Ricoveri ospedali cagliaritani, Marchi:”Ognuno faccia il suo mestiere”

L’intervento di Marcello Roberto Marchi 

di Marcello Roberto Marchi

“Non ho niente da eccepire sulle urgenze dei ricoveri ospedalieri nei confronti di chiunque ne abbia bisogno ma, sono questioni che, in tutta la loro libera coscienza professionale e umana, sono state sempre, e credo lo saranno  anche domani, dei medici che lavorano in Sardegna e in Italia. Che la medicina sia rimasta l’unica cosa di ” sinistra ” in Italia, è uno dei tanti luoghi comuni che hanno infarcito la nota pubblicata ieri in queste pagine, a firma del “Capo Scout e insegnante di matematica “Maria Paola Loy . La professoressa Loy continui pura a fare la Capo Scout e l’insegnante di matematica, lascia stare la medicina a chi svolge con merito e competenza questa professione.

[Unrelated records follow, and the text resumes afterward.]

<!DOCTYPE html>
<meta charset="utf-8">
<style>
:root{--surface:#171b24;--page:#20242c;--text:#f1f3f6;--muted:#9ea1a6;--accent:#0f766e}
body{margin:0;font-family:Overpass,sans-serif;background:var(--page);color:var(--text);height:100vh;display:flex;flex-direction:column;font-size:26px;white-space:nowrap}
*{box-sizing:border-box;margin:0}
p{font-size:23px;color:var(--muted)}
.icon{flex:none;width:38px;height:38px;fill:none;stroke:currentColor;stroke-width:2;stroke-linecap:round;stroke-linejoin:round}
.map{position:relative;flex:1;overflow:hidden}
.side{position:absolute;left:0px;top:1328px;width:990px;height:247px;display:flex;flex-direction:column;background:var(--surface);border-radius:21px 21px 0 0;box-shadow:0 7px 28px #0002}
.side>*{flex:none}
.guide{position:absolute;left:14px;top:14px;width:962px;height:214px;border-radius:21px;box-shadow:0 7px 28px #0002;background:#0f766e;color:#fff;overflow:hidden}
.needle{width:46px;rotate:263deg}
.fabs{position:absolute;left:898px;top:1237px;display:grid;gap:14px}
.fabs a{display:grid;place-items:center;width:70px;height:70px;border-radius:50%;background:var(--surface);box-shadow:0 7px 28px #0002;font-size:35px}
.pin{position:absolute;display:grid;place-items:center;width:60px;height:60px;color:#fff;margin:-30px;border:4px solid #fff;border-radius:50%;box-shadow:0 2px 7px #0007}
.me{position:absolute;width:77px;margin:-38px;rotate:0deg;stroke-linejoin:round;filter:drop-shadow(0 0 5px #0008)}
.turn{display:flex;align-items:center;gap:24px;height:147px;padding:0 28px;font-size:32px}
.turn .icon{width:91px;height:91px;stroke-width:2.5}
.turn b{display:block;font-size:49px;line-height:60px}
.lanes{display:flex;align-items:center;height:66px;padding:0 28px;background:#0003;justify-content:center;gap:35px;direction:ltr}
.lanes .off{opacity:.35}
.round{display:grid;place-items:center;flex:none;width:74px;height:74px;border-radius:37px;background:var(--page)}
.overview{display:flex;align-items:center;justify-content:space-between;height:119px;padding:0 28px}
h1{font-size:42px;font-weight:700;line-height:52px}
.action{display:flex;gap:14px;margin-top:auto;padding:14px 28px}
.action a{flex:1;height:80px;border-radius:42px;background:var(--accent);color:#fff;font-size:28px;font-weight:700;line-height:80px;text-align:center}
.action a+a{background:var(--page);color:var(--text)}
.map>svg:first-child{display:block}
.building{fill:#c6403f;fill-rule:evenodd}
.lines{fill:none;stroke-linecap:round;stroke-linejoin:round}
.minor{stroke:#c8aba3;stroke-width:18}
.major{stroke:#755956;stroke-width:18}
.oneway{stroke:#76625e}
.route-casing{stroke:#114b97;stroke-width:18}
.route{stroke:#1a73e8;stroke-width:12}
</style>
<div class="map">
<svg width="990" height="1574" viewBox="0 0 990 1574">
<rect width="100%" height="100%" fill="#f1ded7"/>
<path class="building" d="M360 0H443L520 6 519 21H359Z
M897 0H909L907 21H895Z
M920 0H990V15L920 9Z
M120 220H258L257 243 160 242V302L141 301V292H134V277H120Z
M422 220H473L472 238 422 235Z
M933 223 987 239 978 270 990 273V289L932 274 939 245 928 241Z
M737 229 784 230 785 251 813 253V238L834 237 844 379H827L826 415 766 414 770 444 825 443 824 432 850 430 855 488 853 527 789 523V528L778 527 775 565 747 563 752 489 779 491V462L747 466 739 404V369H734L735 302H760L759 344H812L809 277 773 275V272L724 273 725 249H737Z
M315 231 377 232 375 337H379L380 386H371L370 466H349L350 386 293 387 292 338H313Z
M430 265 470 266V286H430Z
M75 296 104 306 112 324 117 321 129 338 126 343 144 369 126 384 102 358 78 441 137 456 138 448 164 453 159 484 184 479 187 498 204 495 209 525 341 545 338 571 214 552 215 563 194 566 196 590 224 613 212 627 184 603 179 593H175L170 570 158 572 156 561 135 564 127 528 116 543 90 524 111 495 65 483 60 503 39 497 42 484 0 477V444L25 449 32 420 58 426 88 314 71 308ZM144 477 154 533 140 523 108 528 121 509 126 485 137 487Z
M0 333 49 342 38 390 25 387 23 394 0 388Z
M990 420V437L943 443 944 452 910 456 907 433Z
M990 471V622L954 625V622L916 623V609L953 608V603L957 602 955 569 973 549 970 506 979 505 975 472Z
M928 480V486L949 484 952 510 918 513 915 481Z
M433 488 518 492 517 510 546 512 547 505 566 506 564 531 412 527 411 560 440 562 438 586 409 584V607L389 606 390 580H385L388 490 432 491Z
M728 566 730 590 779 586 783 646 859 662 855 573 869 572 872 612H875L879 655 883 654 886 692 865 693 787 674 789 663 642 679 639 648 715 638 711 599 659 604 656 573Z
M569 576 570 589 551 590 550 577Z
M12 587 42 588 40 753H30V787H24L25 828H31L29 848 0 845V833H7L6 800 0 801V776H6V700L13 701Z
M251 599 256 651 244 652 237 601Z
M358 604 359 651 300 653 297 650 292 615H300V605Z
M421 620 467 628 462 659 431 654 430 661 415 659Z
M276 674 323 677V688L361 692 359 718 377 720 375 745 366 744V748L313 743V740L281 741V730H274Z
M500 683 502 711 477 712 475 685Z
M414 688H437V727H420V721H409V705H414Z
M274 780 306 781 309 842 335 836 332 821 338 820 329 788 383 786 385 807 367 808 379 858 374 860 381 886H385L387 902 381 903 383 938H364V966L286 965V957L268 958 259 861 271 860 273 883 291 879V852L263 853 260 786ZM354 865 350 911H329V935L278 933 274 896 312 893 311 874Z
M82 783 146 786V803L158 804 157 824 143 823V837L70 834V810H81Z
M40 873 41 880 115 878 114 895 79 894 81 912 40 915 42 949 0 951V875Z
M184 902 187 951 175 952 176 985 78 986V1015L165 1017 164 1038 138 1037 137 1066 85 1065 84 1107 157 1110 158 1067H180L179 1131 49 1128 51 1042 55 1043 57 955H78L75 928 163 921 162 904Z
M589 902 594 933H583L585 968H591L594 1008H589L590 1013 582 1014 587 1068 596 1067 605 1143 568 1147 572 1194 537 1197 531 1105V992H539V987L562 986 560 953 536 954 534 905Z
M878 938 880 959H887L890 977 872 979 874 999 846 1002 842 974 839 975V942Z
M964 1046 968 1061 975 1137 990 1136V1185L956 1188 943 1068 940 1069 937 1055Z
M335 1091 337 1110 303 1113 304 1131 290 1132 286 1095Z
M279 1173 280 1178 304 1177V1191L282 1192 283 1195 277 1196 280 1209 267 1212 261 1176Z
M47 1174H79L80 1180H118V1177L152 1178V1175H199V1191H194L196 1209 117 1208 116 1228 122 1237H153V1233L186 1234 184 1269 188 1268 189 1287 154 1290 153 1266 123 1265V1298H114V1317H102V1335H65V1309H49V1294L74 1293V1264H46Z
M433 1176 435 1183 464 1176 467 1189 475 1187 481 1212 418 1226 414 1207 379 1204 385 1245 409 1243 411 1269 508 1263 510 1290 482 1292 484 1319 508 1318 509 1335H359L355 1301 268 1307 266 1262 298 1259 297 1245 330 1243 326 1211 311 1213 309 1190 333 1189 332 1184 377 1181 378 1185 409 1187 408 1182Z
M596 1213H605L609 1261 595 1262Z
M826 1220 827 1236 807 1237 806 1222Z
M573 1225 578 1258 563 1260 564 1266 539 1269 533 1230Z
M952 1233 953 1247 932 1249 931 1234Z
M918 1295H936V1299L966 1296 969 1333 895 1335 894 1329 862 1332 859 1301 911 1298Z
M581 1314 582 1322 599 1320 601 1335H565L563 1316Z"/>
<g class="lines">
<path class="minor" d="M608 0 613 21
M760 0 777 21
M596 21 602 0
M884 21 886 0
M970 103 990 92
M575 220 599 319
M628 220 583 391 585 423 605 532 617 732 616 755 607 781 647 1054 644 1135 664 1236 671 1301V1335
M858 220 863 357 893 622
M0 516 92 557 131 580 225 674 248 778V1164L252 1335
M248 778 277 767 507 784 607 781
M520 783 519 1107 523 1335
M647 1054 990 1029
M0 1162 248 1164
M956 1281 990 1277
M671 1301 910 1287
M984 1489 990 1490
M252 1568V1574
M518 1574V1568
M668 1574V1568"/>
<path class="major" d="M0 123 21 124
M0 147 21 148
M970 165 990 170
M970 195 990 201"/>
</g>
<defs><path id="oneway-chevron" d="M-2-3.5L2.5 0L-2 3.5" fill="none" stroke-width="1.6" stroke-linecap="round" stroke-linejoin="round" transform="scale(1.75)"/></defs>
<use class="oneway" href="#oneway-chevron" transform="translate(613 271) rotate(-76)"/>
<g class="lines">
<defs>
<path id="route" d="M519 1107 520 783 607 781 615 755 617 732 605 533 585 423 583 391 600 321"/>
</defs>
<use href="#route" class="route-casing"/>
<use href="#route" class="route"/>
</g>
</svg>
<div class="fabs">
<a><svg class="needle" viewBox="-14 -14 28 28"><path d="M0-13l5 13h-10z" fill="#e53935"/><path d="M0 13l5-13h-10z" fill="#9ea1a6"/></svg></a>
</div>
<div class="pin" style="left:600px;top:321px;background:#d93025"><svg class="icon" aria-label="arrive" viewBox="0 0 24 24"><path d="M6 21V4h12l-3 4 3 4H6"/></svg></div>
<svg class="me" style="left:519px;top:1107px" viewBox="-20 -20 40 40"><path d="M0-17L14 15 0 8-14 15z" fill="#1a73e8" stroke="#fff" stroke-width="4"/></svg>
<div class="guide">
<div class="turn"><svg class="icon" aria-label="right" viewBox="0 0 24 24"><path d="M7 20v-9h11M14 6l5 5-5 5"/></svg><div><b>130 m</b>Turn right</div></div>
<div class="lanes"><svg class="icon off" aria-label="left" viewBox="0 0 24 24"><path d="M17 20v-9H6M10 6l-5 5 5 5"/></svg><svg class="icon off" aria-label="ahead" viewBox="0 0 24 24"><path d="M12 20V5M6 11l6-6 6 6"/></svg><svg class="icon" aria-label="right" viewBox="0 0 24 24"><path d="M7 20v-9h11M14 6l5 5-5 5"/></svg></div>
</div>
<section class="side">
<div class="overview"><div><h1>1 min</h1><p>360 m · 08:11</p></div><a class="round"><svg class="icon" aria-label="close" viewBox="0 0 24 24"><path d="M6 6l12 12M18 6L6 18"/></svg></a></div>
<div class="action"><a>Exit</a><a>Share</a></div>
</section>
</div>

Che la Circolare di cui si parla, sottoscrivendo, come io credo sia giusto e doveroso,  le denunce e le proteste di chi ha portato alla luce una tale disposizione , si sia dimostrata  inopportuna e  contraria al rispetto dovuto nei confronti sia degli ammalati sia dei medici, è evidente e   non trova alcuna giustificazione plausibile, se non quella di un inusitato zelo burocratico. La professoressa Loy, nell’affermare che i ricoveri programmati possono essere  tranquillamente rinviati e che i pazienti in dimissione possono essere altrettanto tranquillamente dimessi, non si è trovata evidentemente, e glielo auguro di cuore di non trovarsi mai in una tale condizione. Io,purtroppo, ho avuto una tale esperienza sulla mia pelle e posso parlarne con dovizia di particolari, non certo in questa sede . Posso in paticolare dire che gli interventi programmati, spesso  concordati  tra diversi apparati del sistema ospedalierio regionale e nazionale, non possono essere facilmente rinviati,  così come non sempre un paziente in dimissione è effettivamente dimissibile, tenuto conto dello stato reale di salute e di eventuali emergenze che potrebbero manifestarsi all’ultimo momento. Colgo da ultimo il consiglio che la Professoressa Loy rivolge con supponenza ai suoi interlocutori : sia più modesta e si dedichi alla matematica e agli scout, lasci la medicina a chi se ne intende e la pratica per professione, pensando veramente e in maniera esclusiva agli ammalati, non certo p che l’unica medicina serie possa essere quella di ” sinistra”, come Lei con giudizio ingeneroso l’ha  etichettata”.